* Task
Check each line of the entries. Copy the ones that contain the string "text".

[Entries taken from a collection]
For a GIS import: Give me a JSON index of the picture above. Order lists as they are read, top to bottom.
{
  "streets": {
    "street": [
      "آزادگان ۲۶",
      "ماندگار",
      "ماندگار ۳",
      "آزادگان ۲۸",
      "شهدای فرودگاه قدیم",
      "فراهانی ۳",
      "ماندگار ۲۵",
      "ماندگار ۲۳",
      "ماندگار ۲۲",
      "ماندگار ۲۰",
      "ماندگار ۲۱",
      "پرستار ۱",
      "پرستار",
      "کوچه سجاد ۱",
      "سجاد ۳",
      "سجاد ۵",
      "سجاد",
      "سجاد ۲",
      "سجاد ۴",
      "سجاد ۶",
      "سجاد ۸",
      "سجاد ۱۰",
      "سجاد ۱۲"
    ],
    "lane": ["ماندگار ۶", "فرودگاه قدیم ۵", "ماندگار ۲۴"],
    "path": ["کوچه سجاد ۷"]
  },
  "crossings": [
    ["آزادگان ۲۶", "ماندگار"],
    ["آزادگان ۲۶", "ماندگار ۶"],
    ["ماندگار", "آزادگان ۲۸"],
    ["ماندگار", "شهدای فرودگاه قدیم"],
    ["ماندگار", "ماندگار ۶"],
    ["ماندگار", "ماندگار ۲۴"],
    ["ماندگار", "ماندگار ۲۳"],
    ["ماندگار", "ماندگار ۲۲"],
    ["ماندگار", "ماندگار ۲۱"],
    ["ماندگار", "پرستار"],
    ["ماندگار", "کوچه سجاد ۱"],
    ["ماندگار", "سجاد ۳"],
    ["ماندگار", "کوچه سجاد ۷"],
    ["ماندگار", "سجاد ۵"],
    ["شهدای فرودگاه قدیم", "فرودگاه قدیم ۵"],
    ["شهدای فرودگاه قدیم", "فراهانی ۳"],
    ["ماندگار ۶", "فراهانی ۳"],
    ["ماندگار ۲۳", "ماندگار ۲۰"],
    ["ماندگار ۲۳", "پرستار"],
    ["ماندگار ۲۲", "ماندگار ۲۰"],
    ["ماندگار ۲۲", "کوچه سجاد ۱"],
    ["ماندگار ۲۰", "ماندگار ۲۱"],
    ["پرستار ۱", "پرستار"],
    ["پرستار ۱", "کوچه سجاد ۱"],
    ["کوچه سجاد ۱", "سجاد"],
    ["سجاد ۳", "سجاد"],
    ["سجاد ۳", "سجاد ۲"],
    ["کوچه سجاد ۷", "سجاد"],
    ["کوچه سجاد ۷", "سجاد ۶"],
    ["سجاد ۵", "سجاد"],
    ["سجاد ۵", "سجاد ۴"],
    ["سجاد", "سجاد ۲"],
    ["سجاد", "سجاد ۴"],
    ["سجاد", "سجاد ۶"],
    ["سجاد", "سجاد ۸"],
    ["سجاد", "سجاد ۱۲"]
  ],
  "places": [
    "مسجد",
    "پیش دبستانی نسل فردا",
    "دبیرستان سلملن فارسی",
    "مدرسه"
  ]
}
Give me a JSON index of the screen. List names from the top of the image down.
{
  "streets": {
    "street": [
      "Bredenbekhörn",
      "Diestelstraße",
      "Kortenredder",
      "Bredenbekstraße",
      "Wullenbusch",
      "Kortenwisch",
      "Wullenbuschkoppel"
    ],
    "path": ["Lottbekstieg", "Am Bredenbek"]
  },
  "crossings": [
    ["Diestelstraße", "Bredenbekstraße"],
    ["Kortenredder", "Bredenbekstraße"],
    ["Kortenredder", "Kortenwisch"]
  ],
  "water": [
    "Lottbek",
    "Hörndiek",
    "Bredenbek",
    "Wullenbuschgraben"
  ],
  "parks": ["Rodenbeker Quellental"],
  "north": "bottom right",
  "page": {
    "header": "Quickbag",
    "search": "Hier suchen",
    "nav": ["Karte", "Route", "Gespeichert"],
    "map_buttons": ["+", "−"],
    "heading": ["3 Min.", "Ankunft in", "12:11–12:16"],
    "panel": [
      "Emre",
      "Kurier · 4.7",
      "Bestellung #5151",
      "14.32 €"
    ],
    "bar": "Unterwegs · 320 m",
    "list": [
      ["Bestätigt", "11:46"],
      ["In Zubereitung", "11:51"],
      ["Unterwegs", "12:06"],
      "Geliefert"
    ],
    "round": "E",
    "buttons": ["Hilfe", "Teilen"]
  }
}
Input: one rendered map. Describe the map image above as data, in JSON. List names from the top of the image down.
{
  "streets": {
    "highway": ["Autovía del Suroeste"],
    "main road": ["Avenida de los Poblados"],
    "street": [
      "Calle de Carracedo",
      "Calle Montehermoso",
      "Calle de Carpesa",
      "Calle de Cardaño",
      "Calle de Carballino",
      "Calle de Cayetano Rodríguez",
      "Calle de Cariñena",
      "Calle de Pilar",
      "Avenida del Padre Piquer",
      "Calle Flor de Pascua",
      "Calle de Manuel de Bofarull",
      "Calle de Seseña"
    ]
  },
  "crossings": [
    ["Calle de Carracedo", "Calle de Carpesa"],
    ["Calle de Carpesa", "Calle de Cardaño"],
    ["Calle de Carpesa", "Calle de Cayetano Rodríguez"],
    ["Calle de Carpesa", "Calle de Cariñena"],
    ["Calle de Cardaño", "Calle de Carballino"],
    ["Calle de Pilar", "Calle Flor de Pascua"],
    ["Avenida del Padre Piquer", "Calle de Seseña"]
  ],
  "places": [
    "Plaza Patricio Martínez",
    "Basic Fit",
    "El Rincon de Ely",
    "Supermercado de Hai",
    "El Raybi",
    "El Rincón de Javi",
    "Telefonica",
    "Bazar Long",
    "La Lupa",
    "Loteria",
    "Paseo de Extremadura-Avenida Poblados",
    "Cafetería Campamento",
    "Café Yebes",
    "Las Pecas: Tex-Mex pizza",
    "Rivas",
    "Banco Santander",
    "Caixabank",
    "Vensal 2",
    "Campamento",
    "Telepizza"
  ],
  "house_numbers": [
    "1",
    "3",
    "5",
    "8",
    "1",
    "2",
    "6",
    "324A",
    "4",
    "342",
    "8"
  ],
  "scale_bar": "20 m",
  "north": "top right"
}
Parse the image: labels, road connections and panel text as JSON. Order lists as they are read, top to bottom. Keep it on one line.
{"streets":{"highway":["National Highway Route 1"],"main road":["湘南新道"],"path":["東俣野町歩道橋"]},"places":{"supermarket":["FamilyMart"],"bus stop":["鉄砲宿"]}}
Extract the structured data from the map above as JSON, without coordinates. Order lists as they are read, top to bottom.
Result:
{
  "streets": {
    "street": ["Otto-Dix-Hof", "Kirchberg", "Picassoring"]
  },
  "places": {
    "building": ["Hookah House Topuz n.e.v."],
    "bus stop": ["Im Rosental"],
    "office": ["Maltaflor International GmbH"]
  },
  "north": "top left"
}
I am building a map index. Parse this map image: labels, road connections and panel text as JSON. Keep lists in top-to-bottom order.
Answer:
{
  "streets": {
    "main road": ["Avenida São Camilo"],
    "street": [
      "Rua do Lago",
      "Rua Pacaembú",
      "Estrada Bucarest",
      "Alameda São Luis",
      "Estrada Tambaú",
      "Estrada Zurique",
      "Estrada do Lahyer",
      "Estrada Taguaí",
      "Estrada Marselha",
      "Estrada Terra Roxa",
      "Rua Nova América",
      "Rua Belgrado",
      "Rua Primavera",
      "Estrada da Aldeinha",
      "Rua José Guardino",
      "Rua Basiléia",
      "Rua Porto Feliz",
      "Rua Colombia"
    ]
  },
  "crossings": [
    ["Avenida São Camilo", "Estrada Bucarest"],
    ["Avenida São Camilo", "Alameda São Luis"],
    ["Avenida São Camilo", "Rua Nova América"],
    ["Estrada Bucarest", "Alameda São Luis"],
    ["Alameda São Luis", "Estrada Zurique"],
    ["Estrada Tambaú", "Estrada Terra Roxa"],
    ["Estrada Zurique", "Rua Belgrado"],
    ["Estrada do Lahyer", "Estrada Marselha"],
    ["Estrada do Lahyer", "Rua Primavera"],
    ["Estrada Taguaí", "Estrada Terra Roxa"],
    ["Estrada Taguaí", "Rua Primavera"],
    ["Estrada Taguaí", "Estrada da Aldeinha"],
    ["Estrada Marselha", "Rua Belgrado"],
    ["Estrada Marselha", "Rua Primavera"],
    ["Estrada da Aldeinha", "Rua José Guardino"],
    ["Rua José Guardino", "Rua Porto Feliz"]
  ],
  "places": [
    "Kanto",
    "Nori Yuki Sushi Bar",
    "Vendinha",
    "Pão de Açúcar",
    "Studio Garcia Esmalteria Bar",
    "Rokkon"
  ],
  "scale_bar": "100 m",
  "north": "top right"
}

* Solution to this task
Parse the image: labels, road connections and panel text as JSON. Order lists as they are read, top to bottom. Keep it on one line.
I am building a map index. Parse this map image: labels, road connections and panel text as JSON. Keep lists in top-to-bottom order.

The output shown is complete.